- Opening Delimiter -

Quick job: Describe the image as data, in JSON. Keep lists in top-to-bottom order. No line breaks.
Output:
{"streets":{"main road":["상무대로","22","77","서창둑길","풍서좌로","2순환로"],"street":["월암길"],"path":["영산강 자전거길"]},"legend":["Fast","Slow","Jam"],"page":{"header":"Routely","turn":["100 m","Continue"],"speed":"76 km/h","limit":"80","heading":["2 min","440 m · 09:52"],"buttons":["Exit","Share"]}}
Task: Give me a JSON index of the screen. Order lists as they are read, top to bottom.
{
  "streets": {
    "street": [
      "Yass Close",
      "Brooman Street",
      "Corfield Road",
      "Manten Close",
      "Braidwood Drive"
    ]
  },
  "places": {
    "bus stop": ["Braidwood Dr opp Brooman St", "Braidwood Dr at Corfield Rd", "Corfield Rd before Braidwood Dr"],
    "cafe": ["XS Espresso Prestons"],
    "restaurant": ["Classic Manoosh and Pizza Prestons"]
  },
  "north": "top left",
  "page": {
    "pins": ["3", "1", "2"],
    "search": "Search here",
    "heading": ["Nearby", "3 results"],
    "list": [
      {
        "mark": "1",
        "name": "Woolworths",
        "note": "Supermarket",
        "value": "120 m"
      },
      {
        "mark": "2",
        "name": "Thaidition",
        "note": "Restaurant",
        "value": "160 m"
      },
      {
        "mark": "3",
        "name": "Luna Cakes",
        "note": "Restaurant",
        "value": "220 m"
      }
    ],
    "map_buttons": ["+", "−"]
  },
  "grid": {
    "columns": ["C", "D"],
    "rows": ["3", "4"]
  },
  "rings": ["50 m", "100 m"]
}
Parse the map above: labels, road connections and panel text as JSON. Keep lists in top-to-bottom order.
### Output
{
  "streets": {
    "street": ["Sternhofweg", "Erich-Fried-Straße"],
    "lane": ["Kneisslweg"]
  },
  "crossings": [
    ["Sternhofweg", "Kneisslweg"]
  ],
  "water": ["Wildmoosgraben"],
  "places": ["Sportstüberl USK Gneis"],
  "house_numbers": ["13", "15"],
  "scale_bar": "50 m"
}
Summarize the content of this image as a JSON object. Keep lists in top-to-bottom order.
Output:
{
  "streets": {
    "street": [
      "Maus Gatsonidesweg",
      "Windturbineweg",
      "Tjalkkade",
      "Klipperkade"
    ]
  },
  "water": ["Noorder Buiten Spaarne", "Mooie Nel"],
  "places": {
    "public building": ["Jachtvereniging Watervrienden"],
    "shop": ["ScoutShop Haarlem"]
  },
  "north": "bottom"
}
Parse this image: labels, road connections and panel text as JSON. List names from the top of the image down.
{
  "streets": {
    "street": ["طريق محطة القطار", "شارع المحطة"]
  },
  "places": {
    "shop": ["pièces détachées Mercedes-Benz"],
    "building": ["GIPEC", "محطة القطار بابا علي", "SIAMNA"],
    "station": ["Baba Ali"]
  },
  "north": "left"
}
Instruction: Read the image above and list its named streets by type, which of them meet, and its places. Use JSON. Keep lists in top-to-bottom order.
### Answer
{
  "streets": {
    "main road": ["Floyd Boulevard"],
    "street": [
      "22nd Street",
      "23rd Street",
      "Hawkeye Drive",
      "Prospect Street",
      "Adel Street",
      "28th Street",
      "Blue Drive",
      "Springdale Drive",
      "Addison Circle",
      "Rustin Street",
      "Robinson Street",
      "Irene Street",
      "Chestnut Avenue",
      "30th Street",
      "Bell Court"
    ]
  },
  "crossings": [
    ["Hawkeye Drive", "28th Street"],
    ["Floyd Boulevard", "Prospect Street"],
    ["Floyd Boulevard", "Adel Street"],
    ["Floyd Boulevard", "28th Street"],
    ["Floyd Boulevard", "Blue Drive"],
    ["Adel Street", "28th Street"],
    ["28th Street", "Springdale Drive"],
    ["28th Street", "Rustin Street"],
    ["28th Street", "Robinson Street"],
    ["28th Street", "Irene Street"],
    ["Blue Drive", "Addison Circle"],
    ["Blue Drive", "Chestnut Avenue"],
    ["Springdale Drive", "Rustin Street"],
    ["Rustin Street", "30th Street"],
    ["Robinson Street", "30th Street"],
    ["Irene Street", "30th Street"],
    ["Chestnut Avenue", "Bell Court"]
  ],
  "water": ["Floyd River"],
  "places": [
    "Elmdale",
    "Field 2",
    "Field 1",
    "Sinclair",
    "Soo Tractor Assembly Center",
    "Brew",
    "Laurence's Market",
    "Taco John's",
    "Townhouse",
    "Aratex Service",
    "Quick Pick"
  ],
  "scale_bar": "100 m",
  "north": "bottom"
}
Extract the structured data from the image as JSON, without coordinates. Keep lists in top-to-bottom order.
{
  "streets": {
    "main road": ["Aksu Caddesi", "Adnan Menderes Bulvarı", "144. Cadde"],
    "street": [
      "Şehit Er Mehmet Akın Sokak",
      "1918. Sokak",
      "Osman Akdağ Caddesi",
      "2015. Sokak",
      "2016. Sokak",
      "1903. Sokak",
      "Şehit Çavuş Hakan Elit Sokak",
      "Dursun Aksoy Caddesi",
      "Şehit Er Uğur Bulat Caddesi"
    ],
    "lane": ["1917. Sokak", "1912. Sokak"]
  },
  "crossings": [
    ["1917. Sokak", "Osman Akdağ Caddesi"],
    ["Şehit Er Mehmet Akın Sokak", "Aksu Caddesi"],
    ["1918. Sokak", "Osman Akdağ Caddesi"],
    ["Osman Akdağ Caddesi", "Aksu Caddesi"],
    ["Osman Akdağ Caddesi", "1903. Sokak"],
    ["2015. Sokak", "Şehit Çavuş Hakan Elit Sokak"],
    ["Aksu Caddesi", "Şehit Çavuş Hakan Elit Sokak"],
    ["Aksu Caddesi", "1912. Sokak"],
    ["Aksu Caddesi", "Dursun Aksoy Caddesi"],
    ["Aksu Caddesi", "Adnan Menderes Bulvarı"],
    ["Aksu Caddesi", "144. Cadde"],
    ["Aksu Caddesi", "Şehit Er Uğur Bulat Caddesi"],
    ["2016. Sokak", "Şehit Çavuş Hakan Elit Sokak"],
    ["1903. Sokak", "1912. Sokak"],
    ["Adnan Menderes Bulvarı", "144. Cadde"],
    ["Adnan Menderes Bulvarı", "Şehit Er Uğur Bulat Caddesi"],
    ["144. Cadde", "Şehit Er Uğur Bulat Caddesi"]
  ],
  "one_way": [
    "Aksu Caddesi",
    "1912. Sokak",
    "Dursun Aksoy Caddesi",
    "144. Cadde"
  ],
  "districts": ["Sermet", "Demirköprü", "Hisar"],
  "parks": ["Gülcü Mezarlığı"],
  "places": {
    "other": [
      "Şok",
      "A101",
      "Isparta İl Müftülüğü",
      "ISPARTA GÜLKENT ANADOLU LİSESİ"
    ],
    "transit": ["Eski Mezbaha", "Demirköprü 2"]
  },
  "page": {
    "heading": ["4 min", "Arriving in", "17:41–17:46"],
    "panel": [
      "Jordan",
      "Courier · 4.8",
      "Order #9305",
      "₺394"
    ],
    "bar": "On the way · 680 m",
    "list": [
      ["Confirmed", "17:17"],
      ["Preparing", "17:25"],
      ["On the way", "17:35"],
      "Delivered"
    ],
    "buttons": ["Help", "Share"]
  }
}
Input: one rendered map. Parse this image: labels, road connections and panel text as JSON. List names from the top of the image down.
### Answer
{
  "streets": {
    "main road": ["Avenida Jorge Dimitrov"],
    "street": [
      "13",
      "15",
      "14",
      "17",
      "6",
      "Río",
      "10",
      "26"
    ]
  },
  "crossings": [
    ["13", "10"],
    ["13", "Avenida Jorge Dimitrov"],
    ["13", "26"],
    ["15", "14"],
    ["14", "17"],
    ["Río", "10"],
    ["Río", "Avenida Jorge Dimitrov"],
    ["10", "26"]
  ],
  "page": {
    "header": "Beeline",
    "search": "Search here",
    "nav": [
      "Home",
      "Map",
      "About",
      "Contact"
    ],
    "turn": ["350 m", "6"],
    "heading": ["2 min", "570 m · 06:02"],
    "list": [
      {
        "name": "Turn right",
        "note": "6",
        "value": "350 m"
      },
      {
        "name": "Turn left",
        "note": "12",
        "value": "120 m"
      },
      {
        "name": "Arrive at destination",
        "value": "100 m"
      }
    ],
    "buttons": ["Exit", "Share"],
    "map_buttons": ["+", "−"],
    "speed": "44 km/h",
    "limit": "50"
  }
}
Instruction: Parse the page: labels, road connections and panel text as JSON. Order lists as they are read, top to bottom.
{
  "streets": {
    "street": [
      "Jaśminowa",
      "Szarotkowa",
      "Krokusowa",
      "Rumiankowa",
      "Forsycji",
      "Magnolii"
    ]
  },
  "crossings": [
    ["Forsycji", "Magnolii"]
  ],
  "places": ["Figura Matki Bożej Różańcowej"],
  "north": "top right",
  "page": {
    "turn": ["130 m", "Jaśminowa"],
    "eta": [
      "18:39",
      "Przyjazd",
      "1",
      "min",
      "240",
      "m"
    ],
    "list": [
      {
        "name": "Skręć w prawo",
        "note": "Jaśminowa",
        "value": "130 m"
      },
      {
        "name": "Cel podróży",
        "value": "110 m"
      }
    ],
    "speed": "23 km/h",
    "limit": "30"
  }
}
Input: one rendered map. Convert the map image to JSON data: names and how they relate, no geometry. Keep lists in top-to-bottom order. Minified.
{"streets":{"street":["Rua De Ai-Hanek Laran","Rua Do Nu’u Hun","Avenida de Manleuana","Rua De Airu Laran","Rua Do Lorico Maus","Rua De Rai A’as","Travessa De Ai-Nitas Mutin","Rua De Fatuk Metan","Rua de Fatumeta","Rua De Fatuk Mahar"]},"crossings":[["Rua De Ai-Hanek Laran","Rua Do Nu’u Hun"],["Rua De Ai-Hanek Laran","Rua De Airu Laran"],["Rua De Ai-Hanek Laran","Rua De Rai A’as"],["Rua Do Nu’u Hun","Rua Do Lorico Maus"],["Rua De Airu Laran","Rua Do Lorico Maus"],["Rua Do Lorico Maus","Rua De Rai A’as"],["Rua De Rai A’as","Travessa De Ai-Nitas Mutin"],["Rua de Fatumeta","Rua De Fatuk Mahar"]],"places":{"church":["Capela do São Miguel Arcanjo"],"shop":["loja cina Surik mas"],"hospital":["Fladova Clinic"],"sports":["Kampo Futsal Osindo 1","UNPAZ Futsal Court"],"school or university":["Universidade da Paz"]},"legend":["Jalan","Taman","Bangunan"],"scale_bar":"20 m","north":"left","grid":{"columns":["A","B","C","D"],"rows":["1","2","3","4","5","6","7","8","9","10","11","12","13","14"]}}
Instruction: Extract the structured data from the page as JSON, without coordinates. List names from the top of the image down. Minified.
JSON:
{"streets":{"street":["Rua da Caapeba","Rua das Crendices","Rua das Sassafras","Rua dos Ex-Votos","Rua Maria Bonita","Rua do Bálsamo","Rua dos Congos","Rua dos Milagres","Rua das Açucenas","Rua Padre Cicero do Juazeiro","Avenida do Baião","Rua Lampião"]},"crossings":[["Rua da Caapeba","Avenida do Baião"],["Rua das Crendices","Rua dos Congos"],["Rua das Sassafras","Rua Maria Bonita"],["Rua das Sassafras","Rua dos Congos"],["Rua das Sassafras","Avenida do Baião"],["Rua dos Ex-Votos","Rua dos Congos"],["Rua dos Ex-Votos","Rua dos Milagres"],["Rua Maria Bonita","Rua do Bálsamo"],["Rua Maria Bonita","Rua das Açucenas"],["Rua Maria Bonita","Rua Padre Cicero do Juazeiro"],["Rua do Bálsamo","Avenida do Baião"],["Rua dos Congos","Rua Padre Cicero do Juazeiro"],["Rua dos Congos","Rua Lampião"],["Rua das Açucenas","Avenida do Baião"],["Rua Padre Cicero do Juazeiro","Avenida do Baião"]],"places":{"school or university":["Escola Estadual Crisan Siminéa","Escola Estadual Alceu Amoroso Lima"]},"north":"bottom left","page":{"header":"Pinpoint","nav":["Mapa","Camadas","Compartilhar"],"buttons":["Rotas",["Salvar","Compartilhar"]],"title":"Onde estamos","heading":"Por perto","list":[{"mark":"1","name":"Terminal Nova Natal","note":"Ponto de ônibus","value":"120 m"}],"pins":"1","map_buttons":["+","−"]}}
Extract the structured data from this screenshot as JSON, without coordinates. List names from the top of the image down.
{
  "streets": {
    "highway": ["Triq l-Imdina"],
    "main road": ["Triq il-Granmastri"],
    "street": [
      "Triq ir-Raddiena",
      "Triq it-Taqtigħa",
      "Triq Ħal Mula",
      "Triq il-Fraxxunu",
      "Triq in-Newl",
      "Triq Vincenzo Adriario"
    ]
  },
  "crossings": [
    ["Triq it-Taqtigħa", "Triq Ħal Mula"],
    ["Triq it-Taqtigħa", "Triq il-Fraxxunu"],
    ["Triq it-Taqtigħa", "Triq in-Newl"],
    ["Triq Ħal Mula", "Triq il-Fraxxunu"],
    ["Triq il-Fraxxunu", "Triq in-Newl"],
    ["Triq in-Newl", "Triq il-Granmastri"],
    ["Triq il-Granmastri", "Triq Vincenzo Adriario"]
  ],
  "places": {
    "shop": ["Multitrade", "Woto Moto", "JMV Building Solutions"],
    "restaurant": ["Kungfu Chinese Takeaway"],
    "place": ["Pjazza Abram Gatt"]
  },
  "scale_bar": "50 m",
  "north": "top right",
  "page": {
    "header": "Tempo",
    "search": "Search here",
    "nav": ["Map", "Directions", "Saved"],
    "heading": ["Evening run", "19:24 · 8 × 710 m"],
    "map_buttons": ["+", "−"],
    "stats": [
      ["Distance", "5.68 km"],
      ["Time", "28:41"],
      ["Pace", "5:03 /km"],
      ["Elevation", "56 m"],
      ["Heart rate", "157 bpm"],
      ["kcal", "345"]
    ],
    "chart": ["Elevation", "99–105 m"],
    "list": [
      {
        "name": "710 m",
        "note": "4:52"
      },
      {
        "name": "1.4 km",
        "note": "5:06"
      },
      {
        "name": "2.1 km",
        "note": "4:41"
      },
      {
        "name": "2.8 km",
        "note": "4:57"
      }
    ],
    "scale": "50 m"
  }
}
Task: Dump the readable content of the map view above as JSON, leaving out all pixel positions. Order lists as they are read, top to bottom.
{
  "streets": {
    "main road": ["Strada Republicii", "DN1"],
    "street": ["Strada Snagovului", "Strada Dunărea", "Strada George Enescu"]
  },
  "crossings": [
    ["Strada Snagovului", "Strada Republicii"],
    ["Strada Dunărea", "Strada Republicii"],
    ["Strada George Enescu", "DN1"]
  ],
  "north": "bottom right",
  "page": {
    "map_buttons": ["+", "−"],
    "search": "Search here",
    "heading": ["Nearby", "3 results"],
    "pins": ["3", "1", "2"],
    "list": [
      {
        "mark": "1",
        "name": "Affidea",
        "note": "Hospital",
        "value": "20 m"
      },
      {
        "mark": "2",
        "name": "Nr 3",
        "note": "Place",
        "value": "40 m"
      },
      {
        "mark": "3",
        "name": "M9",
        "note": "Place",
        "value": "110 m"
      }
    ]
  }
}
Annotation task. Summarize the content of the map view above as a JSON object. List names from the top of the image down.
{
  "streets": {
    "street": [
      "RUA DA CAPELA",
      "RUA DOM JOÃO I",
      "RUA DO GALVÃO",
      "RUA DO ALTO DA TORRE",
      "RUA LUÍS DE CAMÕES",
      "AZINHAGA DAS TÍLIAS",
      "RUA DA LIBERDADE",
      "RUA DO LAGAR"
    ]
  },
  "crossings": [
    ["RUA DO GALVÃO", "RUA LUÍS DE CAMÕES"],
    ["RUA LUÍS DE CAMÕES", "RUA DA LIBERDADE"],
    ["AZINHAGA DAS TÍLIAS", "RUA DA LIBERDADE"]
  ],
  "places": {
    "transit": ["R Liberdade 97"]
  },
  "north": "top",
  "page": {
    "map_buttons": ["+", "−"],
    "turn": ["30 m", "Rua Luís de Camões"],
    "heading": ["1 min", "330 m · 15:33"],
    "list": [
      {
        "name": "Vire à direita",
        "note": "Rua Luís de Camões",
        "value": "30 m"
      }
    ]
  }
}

- Closing Delimiter -

Go through the data above and copy each line that holds the word "view".

Task: Dump the readable content of the map view above as JSON, leaving out all pixel positions. Order lists as they are read, top to bottom.
Annotation task. Summarize the content of the map view above as a JSON object. List names from the top of the image down.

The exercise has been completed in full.